El poco interés que muestro por algunas celebraciones (entre otras cosas), ha hecho que no sepa de donde proceden (aunque me lo pueda imaginar, pues casi todo tiene origen en el cristianismo… casi todo lo que tengo en mente), como es el caso del carnaval.
Probablemente me lo explicaron alguna vez (años ha…), pero como no suelo prestar atención a lo que me aburre, lo único que sé es que en el colegio, durante una semana (a finales de febrero) nos hacían cada día dar la nota de una forma distinta, ya fuera con calcetines de diferentes colores; con un bigote pintado en la cara; con sombrero vaquero; o con un pañuelo de un determinado color al cuello, complementos, que a quienes éramos tímidos y teníamos el sentido del ridículo muy desarrollado, nos apabullaba… La finalidad era hacer que la semana transcurriera distendida y menos sosa de lo acostumbrado, con las pintas que llevábamos y contagiarnos de un espíritu que a veces no existía en nosotros, hasta la culminación en una fiesta al aire libre, en que podíamos elegir el disfraz que quisiéramos.
Reconozco que el día de la fiesta al aire libre con orquesta infantil (y canciones – juegos de lo más ridículos, hasta para mí siendo niña) no me disgustaba, aunque como todas la fiestas me aburría solemnemente al cabo de dos minutos, pero lo que me gustaba era la idea de ser “otra persona”, durante tres horas.
En años consecutivos he sido bailarina (con un tutú que me daba un aspecto de repollo); china o japonesa (tengo una edad para diferenciar los trajes propios de cada país, pero tampoco me interesa, el caso es que por mis ojos rasgados, podía pasar por lo uno o por lo otro); reinita (sí, como casi todas las niñas, yo también quise serlo); reinita otra vez (los disfraces eran caros, y cuando no te los prestaban, se repetían. Fui con el mismo vestido dos años seguidos, solo que el segundo año era una reinita atípica, porque el vestido me llegaba por los tobillos (mala cosa eso de crecer) y se me veían las “bambas”); sevillana (así se llamaba en mi época al vestidito de lunares, complementado con pulseras de plástico y un clavel en la cabeza).

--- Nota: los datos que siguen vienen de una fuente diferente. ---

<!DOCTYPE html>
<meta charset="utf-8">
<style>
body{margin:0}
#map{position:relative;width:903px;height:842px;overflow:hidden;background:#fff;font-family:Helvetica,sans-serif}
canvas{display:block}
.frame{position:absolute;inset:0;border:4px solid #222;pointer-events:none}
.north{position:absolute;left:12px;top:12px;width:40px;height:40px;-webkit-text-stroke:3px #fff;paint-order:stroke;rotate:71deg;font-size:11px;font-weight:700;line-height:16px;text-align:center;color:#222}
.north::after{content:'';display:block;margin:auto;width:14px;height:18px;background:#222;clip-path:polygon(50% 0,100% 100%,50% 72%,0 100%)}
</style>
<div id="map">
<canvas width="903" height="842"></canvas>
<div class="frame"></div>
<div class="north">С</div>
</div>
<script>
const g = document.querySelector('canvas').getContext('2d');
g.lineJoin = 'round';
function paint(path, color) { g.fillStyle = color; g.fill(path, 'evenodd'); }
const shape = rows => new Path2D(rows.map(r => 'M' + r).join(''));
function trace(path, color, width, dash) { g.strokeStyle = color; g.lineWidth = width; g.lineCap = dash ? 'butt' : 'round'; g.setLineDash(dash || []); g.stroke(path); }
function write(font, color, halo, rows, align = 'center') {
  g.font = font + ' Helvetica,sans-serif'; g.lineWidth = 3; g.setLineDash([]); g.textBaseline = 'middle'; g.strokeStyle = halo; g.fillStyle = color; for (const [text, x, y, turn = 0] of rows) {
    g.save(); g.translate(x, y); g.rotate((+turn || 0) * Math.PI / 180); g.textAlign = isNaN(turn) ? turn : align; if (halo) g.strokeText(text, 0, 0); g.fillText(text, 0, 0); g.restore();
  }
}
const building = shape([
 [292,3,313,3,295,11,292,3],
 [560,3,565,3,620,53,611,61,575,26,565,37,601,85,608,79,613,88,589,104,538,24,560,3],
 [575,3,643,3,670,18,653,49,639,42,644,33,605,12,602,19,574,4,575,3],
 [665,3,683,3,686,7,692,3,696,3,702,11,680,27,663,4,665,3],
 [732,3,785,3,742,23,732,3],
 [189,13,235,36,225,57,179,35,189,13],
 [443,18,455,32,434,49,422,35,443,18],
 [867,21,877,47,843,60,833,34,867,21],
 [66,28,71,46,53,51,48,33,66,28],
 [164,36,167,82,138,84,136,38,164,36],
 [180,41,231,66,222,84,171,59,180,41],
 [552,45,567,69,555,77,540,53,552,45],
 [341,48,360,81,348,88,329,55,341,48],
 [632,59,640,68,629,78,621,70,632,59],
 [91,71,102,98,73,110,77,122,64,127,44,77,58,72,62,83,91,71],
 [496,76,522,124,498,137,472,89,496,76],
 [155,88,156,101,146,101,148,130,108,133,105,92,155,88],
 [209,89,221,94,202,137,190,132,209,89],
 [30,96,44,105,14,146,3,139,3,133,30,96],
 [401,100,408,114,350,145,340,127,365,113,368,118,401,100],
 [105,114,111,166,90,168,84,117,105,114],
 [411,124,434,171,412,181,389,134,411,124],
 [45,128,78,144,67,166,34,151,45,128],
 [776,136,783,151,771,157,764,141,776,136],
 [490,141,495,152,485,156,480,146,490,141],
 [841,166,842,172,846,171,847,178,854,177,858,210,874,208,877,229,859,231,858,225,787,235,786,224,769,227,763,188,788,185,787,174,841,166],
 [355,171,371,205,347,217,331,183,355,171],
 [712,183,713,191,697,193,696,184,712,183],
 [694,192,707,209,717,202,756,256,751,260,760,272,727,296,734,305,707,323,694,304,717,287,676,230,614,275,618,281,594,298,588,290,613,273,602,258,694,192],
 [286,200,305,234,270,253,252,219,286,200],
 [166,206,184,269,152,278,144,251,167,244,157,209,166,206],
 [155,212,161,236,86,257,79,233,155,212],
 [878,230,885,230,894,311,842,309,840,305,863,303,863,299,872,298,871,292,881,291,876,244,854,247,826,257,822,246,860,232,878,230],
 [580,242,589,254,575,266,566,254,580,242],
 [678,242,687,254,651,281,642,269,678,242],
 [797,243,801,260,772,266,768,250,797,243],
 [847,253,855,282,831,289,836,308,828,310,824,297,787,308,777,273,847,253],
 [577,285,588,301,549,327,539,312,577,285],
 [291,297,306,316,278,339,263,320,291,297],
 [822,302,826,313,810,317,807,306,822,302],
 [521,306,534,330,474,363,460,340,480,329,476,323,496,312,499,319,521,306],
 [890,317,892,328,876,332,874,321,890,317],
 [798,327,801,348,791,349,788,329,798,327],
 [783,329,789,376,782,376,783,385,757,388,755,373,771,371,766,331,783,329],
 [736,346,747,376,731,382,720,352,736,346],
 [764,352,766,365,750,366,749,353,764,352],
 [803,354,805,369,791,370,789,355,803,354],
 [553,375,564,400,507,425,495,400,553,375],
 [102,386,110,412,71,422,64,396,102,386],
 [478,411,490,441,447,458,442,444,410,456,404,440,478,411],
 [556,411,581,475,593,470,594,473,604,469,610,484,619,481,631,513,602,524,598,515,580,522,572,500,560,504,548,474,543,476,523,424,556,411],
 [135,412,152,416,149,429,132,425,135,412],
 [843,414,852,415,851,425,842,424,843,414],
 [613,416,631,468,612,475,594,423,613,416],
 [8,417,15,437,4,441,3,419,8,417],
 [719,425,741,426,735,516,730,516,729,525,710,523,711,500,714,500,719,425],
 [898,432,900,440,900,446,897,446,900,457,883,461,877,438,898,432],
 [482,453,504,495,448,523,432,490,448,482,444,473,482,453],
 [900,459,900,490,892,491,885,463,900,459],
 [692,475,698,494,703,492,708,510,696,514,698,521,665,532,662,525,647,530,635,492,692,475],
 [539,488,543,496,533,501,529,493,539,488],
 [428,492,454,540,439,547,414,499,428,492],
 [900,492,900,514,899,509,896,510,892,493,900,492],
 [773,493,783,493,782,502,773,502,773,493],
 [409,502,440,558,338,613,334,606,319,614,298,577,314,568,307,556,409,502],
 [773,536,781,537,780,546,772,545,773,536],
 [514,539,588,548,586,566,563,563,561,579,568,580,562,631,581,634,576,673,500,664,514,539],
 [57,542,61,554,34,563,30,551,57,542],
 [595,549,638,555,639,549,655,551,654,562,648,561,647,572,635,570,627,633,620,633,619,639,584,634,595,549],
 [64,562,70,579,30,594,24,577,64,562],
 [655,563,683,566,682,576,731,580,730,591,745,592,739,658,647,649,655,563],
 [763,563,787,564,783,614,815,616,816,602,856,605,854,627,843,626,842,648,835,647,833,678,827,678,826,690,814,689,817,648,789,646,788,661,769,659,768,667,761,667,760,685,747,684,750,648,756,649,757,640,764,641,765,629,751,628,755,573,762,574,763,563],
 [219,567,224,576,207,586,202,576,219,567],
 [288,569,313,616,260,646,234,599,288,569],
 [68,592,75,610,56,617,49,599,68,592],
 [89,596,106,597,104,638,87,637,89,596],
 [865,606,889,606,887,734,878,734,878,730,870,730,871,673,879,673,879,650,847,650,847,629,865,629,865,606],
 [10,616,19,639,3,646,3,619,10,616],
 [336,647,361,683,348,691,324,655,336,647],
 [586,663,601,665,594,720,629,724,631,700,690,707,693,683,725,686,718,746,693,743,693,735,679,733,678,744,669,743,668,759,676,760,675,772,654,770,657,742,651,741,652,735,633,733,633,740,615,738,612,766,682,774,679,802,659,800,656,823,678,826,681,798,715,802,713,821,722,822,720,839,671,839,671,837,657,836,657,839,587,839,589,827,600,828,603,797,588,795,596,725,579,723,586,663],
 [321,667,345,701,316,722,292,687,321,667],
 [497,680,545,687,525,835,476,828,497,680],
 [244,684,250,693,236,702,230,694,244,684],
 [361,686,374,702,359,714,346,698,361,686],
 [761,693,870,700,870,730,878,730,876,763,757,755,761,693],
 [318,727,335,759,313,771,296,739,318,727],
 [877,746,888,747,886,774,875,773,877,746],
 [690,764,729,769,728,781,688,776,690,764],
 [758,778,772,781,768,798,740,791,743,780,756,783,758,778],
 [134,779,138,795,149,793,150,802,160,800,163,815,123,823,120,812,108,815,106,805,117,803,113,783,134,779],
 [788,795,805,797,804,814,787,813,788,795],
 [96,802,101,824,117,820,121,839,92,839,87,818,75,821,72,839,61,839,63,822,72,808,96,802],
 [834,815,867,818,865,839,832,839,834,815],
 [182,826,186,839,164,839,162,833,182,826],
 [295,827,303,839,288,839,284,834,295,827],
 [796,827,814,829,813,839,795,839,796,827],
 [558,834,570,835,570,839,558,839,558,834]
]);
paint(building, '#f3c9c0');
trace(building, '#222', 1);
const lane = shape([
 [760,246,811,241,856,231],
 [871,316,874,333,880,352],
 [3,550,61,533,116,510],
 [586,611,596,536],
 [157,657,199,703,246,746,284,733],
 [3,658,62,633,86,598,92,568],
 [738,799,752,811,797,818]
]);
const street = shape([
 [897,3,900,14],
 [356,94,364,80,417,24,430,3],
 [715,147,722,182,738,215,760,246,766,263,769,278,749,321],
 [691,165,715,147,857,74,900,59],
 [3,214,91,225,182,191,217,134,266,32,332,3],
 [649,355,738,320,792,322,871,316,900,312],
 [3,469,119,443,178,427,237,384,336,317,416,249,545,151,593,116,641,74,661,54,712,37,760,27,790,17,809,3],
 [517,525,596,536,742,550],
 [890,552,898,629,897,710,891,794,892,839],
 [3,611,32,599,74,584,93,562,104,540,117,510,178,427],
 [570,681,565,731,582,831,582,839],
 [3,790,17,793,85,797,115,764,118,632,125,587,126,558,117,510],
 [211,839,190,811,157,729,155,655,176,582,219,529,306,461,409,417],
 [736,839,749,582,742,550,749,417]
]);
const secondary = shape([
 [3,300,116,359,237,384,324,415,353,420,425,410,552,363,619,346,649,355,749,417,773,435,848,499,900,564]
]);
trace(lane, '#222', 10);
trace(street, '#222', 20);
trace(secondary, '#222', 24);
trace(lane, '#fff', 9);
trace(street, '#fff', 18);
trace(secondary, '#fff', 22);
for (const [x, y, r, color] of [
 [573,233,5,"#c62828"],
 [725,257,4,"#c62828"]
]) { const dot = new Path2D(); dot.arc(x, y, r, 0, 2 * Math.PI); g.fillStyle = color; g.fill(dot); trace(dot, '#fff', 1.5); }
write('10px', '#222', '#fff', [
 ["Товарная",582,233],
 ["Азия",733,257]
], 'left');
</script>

Recuerdo especialmente la vez que fui vestida de catalana, con el traje típico de mi tierra, y el pelo recogido en una redecilla. Esa vez fui de mi misma pero en bonito, y no pasé frío con las enaguas, faldones, chaleco y chal por encima de los hombros. Además como llevaba las “espardenyes” de esparto, con calcetines de lana, no se me enfriaron los pies como en otras ocasiones.
Es carnaval en algunas partes, del latín “carnelevare”, abandonar o quitar la carne, o lo que viene a ser lo mismo pero actualizado a nuestros tiempos, no probar la carne durante la Cuaresma (también debería conocer el origen, pero aún no me interesa, lo dejo para otro momento). Para mí no es ningún suplicio la “no ingesta” de carne, no la como nunca.
Celebración pagana (¿cómo no?), con un alto grado de permisividad, en la que el disfrute se puede llevar al límite que un quiera así como los excesos. Es decir, el carnaval es un fin de semana cualquiera pero disfrazado de lo que no se es o de lo que se es pero no se dice… A saber.